SOUTHFIELD, Mich.—Federal-Mogul Holdings Corp., the diversified auto supplier controlled by longtime Wall Street investor Carl Icahn, posted a $31 million profit in the second quarter, up 41 percent from the year-earlier period, driven by a gain in its powertrain unit.
The increase overcame lower aftermarket sales and the negative impact of currency exchange rates.
The supplier said it posted net sales of $1.92 billion in the second quarter, a 2 percent dip from the year-earlier period.
Federal-Mogul's powertrain unit generated revenue of $1.172 billion in the second quarter, up slightly from $1.167 billion from the year-earlier period.

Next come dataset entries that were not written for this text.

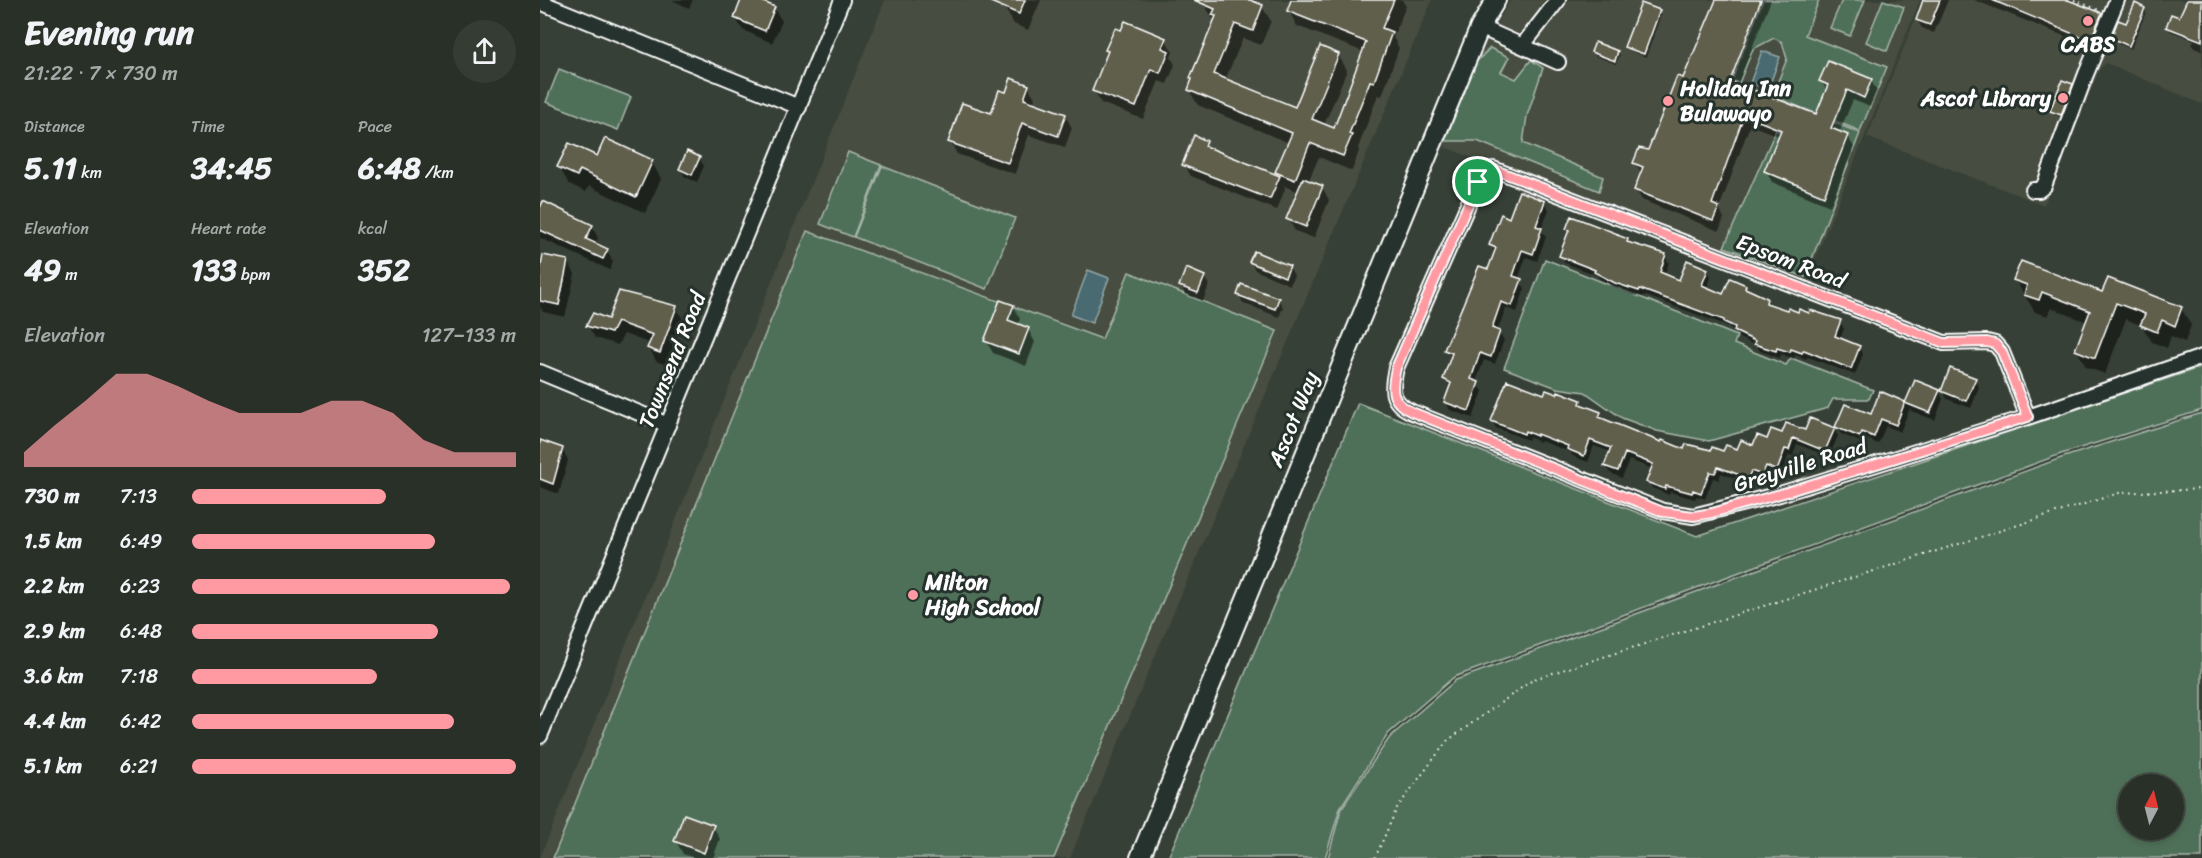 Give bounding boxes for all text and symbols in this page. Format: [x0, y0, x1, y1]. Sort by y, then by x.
text: Evening run [24, 4, 194, 62]
marker: CABS [2081, 14, 2095, 28]
button: share [453, 20, 516, 83]
place label: CABS [2060, 25, 2115, 64]
text: 21:22 · 7 × 730 m [24, 56, 178, 91]
place label: Holiday Inn Bulawayo [1679, 69, 1791, 133]
place label: Ascot Library [1920, 79, 2052, 118]
marker: Ascot Library [2056, 91, 2070, 105]
marker: Holiday Inn Bulawayo [1661, 94, 1675, 108]
text: Distance [24, 112, 85, 141]
text: Time [191, 112, 225, 141]
text: Pace [358, 112, 392, 141]
text: 5.11 [24, 141, 77, 195]
text: 34:45 [191, 141, 272, 195]
text: 6:48 [358, 141, 421, 195]
pin [1452, 156, 1503, 207]
text: km [77, 158, 102, 187]
text: /km [421, 158, 454, 187]
icon: arrive [1461, 165, 1494, 198]
text: Elevation [24, 214, 89, 243]
text: Heart rate [191, 214, 266, 243]
text: kcal [358, 214, 387, 243]
street label: Epsom Road [1730, 222, 1853, 300]
text: 49 [24, 243, 61, 297]
text: 133 [191, 243, 237, 297]
text: 352 [358, 243, 410, 297]
text: m [61, 260, 78, 289]
text: bpm [237, 260, 271, 289]
street label: Townsend Road [627, 284, 718, 434]
text: Elevation [24, 318, 105, 353]
text: 127–133 m [422, 318, 516, 353]
street label: Ascot Way [1256, 364, 1330, 474]
street label: Greyville Road [1728, 426, 1873, 504]
text: 730 m [24, 479, 80, 514]
text: 7:13 [120, 479, 157, 514]
text: 1.5 km [24, 524, 82, 559]
text: 6:49 [120, 524, 162, 559]
place label: Milton High School [924, 563, 1042, 627]
text: 2.2 km [24, 569, 84, 604]
text: 6:23 [120, 569, 160, 604]
marker: Milton High School [906, 588, 920, 602]
text: 2.9 km [24, 614, 85, 649]
text: 6:48 [120, 614, 162, 649]
text: 3.6 km [24, 659, 84, 694]
text: 7:18 [120, 659, 158, 694]
text: 4.4 km [24, 704, 86, 739]
text: 6:42 [120, 704, 161, 739]
text: 5.1 km [24, 749, 82, 784]
text: 6:21 [120, 749, 158, 784]
north arrow [2118, 774, 2184, 840]
map controls [2118, 774, 2184, 840]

Federal-Mogul credited the rise to an increase in sales partially offset by $7 million from unfavorable currency exchange rates. The company also credited increased sales from the acquisition of a valvetrain business.
“While we are pleased with our overall results for the quarter, our sales were relatively flat during this period,” Rainer Jueckstock, CEO of Federal-Mogul's powertrain unit, said in a statement.
Revenue at the company's aftermarket, or motor parts, division fell 6 percent to $818 million on an $8 million hit from currency exchange rate fluctuations. The supplier's North American aftermarket sales decreased by 10 percent in the second quarter.